Federal law allows a corporation anticipating a current-year NOL to file Form 1138 to postpone
the payment of all or some of its income tax from the immediately preceding year. Generally, to
take advantage of NOLs, taxpayers have to first wait for the conclusion of the tax year and then
file an amended return or ask for a refund. In this case, a corporation can file for a postponement
of payment of taxes from the preceding tax year in the current (unfinished) tax year. By
allowing a corporation to postpone part or all of the payments during the year, companies can
keep more cash on hand to pay debts or make payroll. This bill would conform California law to
the federal rules allowing a corporation expecting an NOL carryback to extend the time for
payment of taxes for the immediately preceding taxable year.

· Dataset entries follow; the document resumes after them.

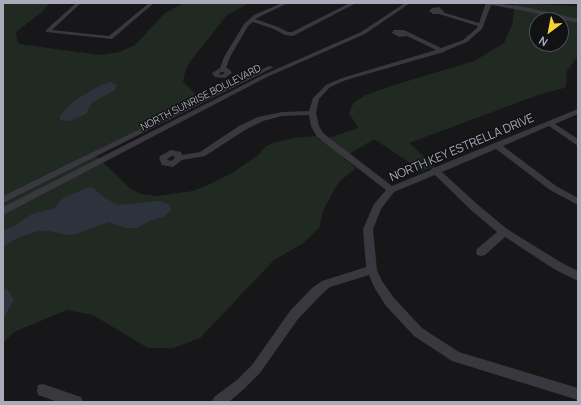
<!DOCTYPE html>
<html>
<head>
<meta charset="utf-8">
<style>
  body { margin:0 }
  #map { position:relative; width:581px; height:405px; overflow:hidden; background:#171719; font-family:Manrope,sans-serif }
  canvas { display:block }
  .frame { position:absolute; inset:0; border:4px solid #a9abb9; pointer-events:none }
  .north { position:absolute; left:529px; top:12px; width:40px; height:40px; box-sizing:border-box; background:#121214; border:1px solid #4e4f56; border-radius:50%; rotate:212deg; font-size:11px; font-weight:700; line-height:16px; text-align:center; color:#a9abb9 }
  .north::after { content:''; display:block; margin:auto; width:14px; height:18px; background:#f4d633; clip-path:polygon(50% 0,100% 100%,50% 72%,0 100%) }
</style>
</head>
<body>
<div id="map">
<canvas width="581" height="405"></canvas>
<div class="frame"></div>
<div class="north">N</div>
</div>
<script>
const ctx = document.querySelector('canvas').getContext('2d');
ctx.lineJoin = 'round';
function paint(path, color) {
  ctx.fillStyle = color;
  ctx.fill(path, 'evenodd');
}
function poly(rows) {
  const path = new Path2D();
  for (const r of rows) {
    path.moveTo(r[0], r[1]);
    for (let i = 2; i < r.length; i += 2) path.lineTo(r[i], r[i + 1]);
  }
  return path;
}
function write(font, color, halo, rows, align = 'center') {
  ctx.font = font + ' Manrope,sans-serif';
  ctx.lineWidth = 3;
  ctx.setLineDash([]);
  ctx.textBaseline = 'middle';
  ctx.strokeStyle = halo;
  ctx.fillStyle = color;
  for (const [text, x, y, turn = 0] of rows) {
    ctx.save();
    ctx.translate(x, y);
    ctx.rotate((+turn || 0) * Math.PI / 180);
    ctx.textAlign = isNaN(turn) ? turn : align;
    if (halo) ctx.strokeText(text, 0, 0);
    ctx.fillText(text, 0, 0);
    ctx.restore();
  }
}
paint(poly([
  [3,3,50,3,42,12,16,32,17,40,19,44,100,55,119,52,135,45,165,13,183,3,249,3,227,15,189,63,185,72,183,82,201,99,93,153,131,189,141,194,157,196,193,191,210,184,232,173,257,156,266,146,276,142,294,138,316,136,320,141,358,128,349,113,354,102,366,95,391,86,474,61,504,43,513,22,514,3,578,6,578,56,567,71,566,86,564,88,538,95,409,143,435,166,422,171,374,139,343,158,356,168,340,181,334,190,323,211,319,228,302,244,274,260,200,338,173,348,148,348,93,315,67,310,14,332,3,343],
  [537,20,561,20,561,44,537,44]
]), '#212923');
paint(poly([
  [110,82,117,85,115,90,92,103,86,114,70,121,60,120,60,115,75,100,101,85],
  [89,187,93,188,102,196,118,205,159,201,169,204,171,209,170,212,163,217,152,220,136,228,125,228,109,222,73,235,67,235,49,231,38,231,17,238,3,247,3,231,14,226,32,214,55,208,62,199,70,195],
  [3,287,8,290,14,300,3,319]
]), '#2c333d');
paint(poly([
  [76,3,81,3,52,30,109,36,149,3,154,3,112,39,46,32,46,30,76,3],
  [282,3,288,3,255,19,278,27,288,32,292,32,350,3,356,3,293,36,285,35,274,29,253,22,248,26,230,57,226,68,229,69,232,73,225,78,215,77,212,73,220,68,224,57,244,24,254,15,282,3],
  [221,72,225,72,222,75,219,74,221,72],
  [405,3,410,3,365,34,267,77,3,215,3,207,263,75,361,32,405,3],
  [486,3,497,3,525,7,578,19,578,23,525,11,491,5,482,29,467,42,445,51,444,52,346,80,330,87,319,99,316,113,319,126,323,133,392,186,431,170,432,168,436,167,578,109,578,114,555,124,578,139,578,146,549,126,503,146,556,186,578,198,578,205,550,190,496,149,442,172,477,204,507,229,562,263,578,271,578,281,554,269,505,237,485,255,481,256,477,255,476,252,477,249,497,232,471,210,435,175,394,192,381,209,373,229,377,270,382,281,394,298,422,328,459,352,578,388,578,400,452,361,414,336,386,306,374,287,369,275,330,287,320,296,298,319,260,373,245,388,229,402,212,402,214,397,237,380,252,365,290,311,312,288,322,281,366,267,363,229,374,204,386,190,317,137,311,126,309,115,282,116,263,121,245,130,205,156,182,160,173,167,162,165,159,158,160,156,171,150,181,152,182,155,200,152,239,126,258,117,282,112,309,111,313,98,326,85,342,78,436,50,407,36,399,37,392,33,394,30,404,30,441,48,463,40,477,28,478,26,439,14,433,14,429,11,432,8,439,7,445,13,479,23,486,3],
  [172,156,174,156,175,158,171,161,168,160,167,159,172,156],
  [269,66,274,67,3,203,3,196,269,66],
  [43,384,81,397,83,402,58,402,38,395,37,390,38,385,43,384]
]), '#38383e');
write('10px', '#a9abb9', '#121214', [
  ["NORTH SUNRISE BOULEVARD",201,98,-27]
]);
write('12px', '#a9abb9', '#121214', [
  ["NORTH KEY ESTRELLA DRIVE",462,148,-23]
]);
</script>
</body>
</html>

8) SB 401 and Proposition 26 (2010). Proposition 26 was approved by the voters on November 2,
2010. By amending California Constitution Article XII A, Section 3, Proposition 26 expanded
the definition of a "tax" to include many state and local government assessments classified as
"fees" and provided that any change in state statute that results in any taxpayer paying a higher
tax must be passed by a two-thirds vote of the Legislature. Proposition 26 also included a
provision stating that any state law adopted between January 1, 2010 and November 2, 2010 that
conflicts with Proposition 26 would be repealed one year after the proposition's approval. This
repeal would not take place, however, if the Legislature passed the law again in compliance with
Proposition 26. There is significant ambiguity regarding the scope and meaning of this
provision. According to the FTB legal staff, there is no basis to believe that SB 401 is not a valid
law, at least for the 12-month period following the adoption of Proposition 26. Furthermore,
California Constitution Article III, Section 3.5 requires the FTB to enforce SB 401 until an
appellate court has made a determination that some portion or all of SB 401 is "void" pursuant to
Proposition 26 and, therefore, unenforceable. [FTB publication, Legal Division Guidance 201101-01 "Impact of Proposition 26 on SB 401 (Wolk)".] Despite the FTB pronouncement, some
taxpayers are seeking reassurance that the last conformity bill stands on firm legal ground, which
this bill would provide. Specifically, this bill includes a legislative intent provision confirming
the validity and ongoing effect of SB 401.